No such effect was seen at systemic exposure equal to the maximal clinical exposure to empagliflozin. The relevance of this finding to humans is unclear.

In a juvenile toxicity study in the rat, when empagliflozin was administered from postnatal day 21 until postnatal day 90, non-adverse, minimal to mild renal tubular and pelvic dilation in juvenile rats was seen only at 100 mg/kg/day, which approximates 11-times the maximum clinical dose of 25 mg. These findings were absent after a 13 weeks drug-free recovery period.

Linagliptin

Non clinical data reveal no special hazard for humans based on conventional studies of safety pharmacology, genotoxicity, fertility and early embryonic development.

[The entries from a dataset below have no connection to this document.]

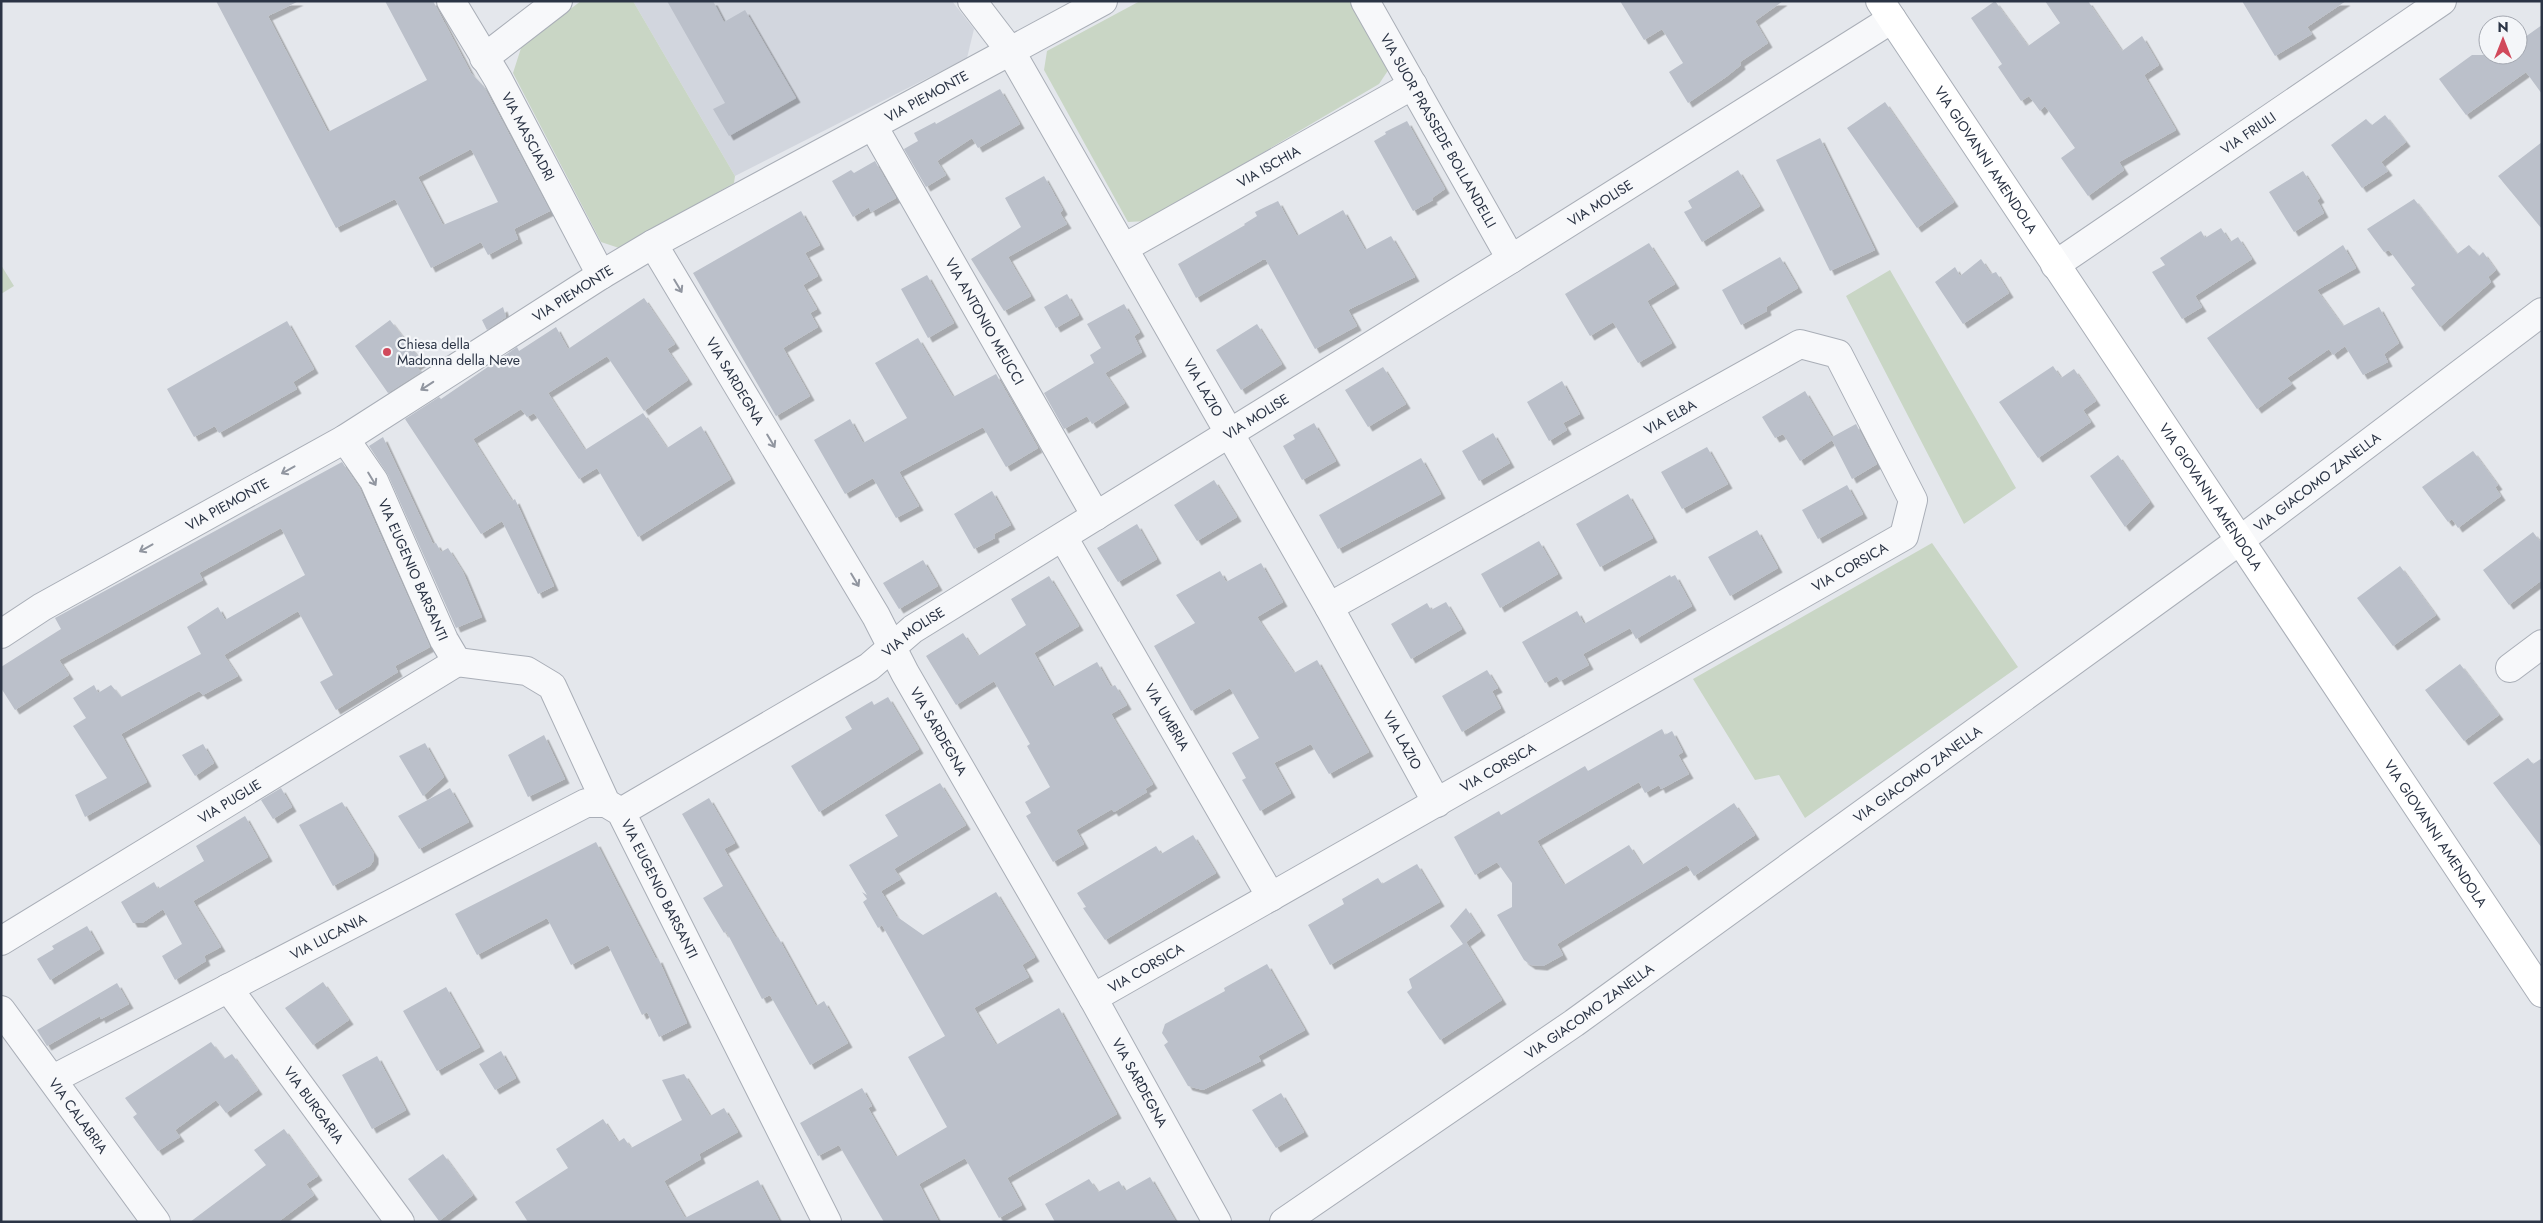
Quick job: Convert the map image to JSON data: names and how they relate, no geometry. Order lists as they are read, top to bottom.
{
  "streets": {
    "street": [
      "VIA PIEMONTE",
      "VIA SUOR PRASSEDE BOLLANDELLI",
      "VIA FRIULI",
      "VIA MASCIADRI",
      "VIA GIOVANNI AMENDOLA",
      "VIA ISCHIA",
      "VIA MOLISE",
      "VIA ANTONIO MEUCCI",
      "VIA SARDEGNA",
      "VIA LAZIO",
      "VIA ELBA",
      "VIA GIACOMO ZANELLA",
      "VIA CORSICA",
      "VIA EUGENIO BARSANTI",
      "VIA UMBRIA",
      "VIA PUGLIE",
      "VIA LUCANIA",
      "VIA BURGARIA",
      "VIA CALABRIA"
    ]
  },
  "crossings": [
    ["VIA PIEMONTE", "VIA MASCIADRI"],
    ["VIA PIEMONTE", "VIA ANTONIO MEUCCI"],
    ["VIA PIEMONTE", "VIA SARDEGNA"],
    ["VIA PIEMONTE", "VIA LAZIO"],
    ["VIA PIEMONTE", "VIA EUGENIO BARSANTI"],
    ["VIA SUOR PRASSEDE BOLLANDELLI", "VIA ISCHIA"],
    ["VIA SUOR PRASSEDE BOLLANDELLI", "VIA MOLISE"],
    ["VIA FRIULI", "VIA GIOVANNI AMENDOLA"],
    ["VIA GIOVANNI AMENDOLA", "VIA MOLISE"],
    ["VIA GIOVANNI AMENDOLA", "VIA GIACOMO ZANELLA"],
    ["VIA ISCHIA", "VIA LAZIO"],
    ["VIA MOLISE", "VIA ANTONIO MEUCCI"],
    ["VIA MOLISE", "VIA SARDEGNA"],
    ["VIA MOLISE", "VIA LAZIO"],
    ["VIA MOLISE", "VIA EUGENIO BARSANTI"],
    ["VIA MOLISE", "VIA UMBRIA"],
    ["VIA MOLISE", "VIA LUCANIA"],
    ["VIA SARDEGNA", "VIA CORSICA"],
    ["VIA LAZIO", "VIA ELBA"],
    ["VIA LAZIO", "VIA CORSICA"],
    ["VIA ELBA", "VIA CORSICA"],
    ["VIA CORSICA", "VIA UMBRIA"],
    ["VIA EUGENIO BARSANTI", "VIA PUGLIE"],
    ["VIA EUGENIO BARSANTI", "VIA LUCANIA"],
    ["VIA LUCANIA", "VIA BURGARIA"],
    ["VIA LUCANIA", "VIA CALABRIA"]
  ],
  "one_way": ["VIA PIEMONTE", "VIA SARDEGNA"],
  "places": ["Chiesa della Madonna della Neve"],
  "north": "top"
}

In long-term toxicity studies in rodents and Cynomolgus monkeys, signs of toxicity were observed at exposures greater than 300-times the clinical dose of linagliptin.

Liver, kidneys and gastrointestinal tract are the principal target organs of toxicity in mice and rats. At exposures greater than 1 500-times the clinical exposure, adverse reactions on reproductive organs, thyroid and the lymphoid organs were seen in rats. Strong pseudo-allergic reactions were observed in dogs at medium doses, secondarily causing cardiovascular changes, which were considered dog- specific. Liver, kidneys, stomach, reproductive organs, thymus, spleen, and lymph nodes were target organs of toxicity in Cynomolgus monkeys at more than 450-times the clinical exposure. At more than 100-times clinical exposure, irritation of the stomach was the major finding in monkeys.

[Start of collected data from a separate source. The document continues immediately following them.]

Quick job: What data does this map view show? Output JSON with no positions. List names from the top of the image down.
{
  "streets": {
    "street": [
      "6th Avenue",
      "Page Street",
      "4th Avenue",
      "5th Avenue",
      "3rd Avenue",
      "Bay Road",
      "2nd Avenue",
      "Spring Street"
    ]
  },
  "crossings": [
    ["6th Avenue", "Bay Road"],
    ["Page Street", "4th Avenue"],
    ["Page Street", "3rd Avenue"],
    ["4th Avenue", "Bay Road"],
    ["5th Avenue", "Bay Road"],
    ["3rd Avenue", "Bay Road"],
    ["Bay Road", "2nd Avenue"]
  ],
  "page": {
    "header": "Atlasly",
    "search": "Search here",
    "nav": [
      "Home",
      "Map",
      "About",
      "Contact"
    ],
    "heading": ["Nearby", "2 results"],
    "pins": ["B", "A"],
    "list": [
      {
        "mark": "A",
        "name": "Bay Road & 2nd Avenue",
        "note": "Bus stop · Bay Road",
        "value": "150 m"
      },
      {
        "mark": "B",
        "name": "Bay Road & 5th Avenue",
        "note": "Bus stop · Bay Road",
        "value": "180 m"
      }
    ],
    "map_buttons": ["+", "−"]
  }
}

Oral 2-year carcinogenicity studies in rats and mice revealed no evidence of carcinogenicity in rats or male mice. A significantly higher incidence of malignant lymphomas only in female mice at the highest dose (>200-times human exposure) is not considered relevant for humans. Based on these studies there is no concern for carcinogenicity in humans.

Linagliptin had no adverse effects on fertility or early embryonic development at exposures greater

than 900-times the clinical exposure. Linagliptin administered during the period of organogenesis was not teratogenic. Only at maternally toxic doses, linagliptin caused a slight retardation of skeletal ossification in the rat and increased embryofoetal loss in the rabbit.

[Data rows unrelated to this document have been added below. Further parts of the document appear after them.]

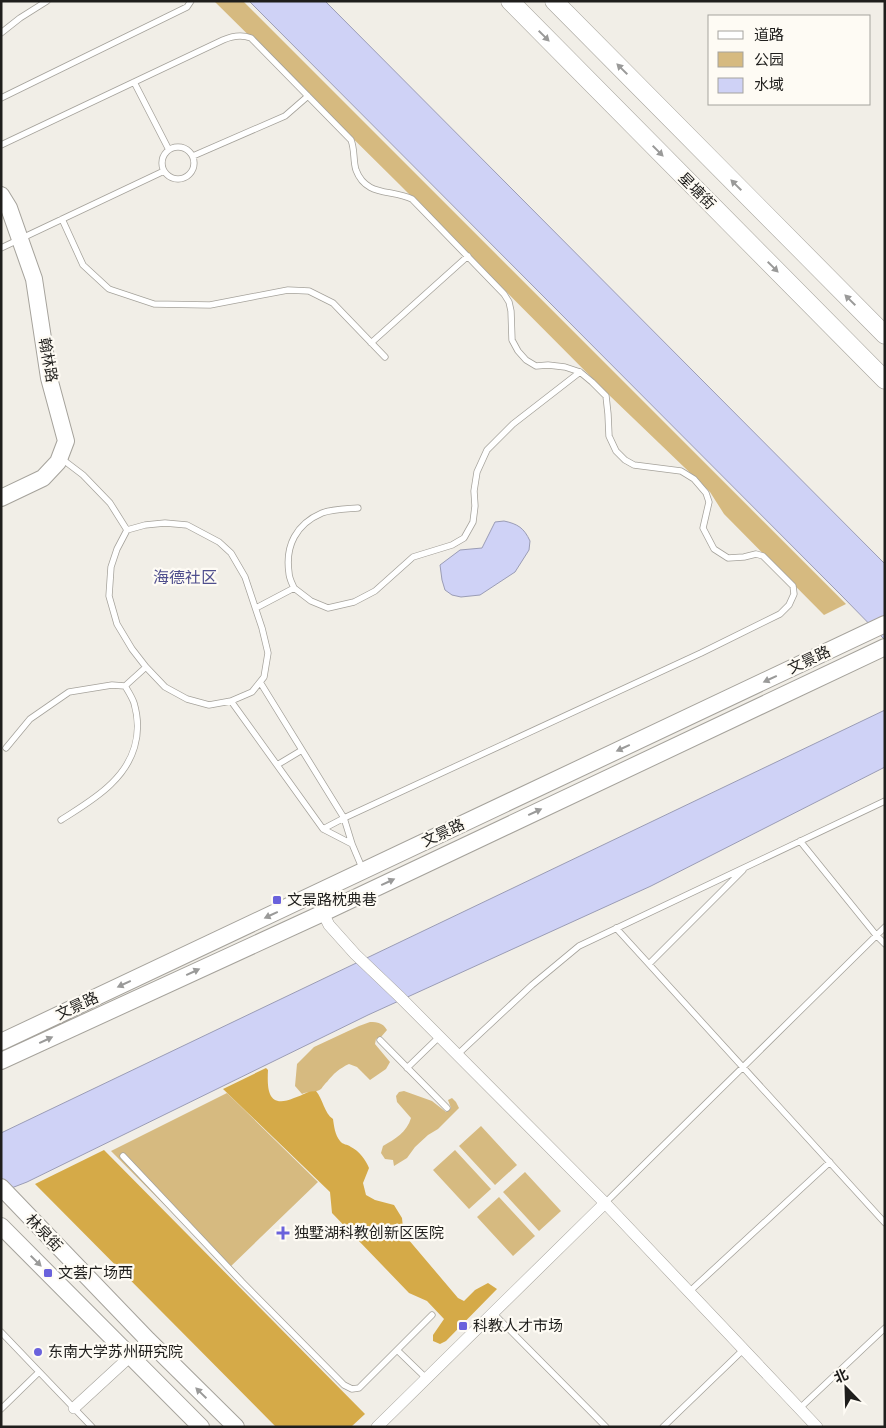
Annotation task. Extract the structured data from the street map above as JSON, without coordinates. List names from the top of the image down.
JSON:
{
  "streets": {
    "main road": [
      "星塘街",
      "翰林路",
      "文景路",
      "林泉街"
    ]
  },
  "districts": ["海德社区"],
  "places": {
    "transit": ["文景路枕典巷", "文荟广场西", "科教人才市场"],
    "health": ["独墅湖科教创新区医院"],
    "other": ["东南大学苏州研究院"]
  },
  "legend": ["道路", "公园", "水域"],
  "north": "top left"
}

In the pre- and postnatal toxicity study with linagliptin in rats, reduced weight gain in offspring was observed at maternal exposures approximately 1 500-times the maximal clinical exposure to linagliptin. No such effect was seen at systemic exposure 49-times the maximal clinical exposure to linagliptin.

Glyxambi 10 mg/5 mg film-coated tablets

Tablet core

Mannitol (E421)

Pre-gelatinised starch (maize)

Maize starch

Copovidone (K-value nominally 28)

Crospovidone (Type B)

Talc

Magnesium stearate

Film coating

Hypromellose 2910

Mannitol (E421)

Talc

Titanium dioxide (E171)

Macrogol 6000

Iron oxide yellow (E172)

Glyxambi 25 mg/5 mg film-coated tablets

Tablet core

Mannitol (E421)

Pre-gelatinised starch (maize)

Maize starch

Copovidone (K-value nominally 28)

Crospovidone (Type B) Talc

Magnesium stearate

Film coating

Hypromellose 2910

Mannitol (E421)

Talc

Titanium dioxide (E171)

Macrogol 6000

Iron oxide red (E172)

Not applicable.

This medicinal product does not require any special storage conditions. Zone III and IV: Store below 30°C

PVC/PVDC/aluminium perforated unit dose blisters.

Pack sizes of 7 x 1, 10 x 1, 14 x 1, 28 x 1, 30 x 1, 60 x 1, 70 x 1, 90 x 1 and 100 x 1 film-coated tablets.

Not all pack sizes may be marketed.

No special requirements for disposal.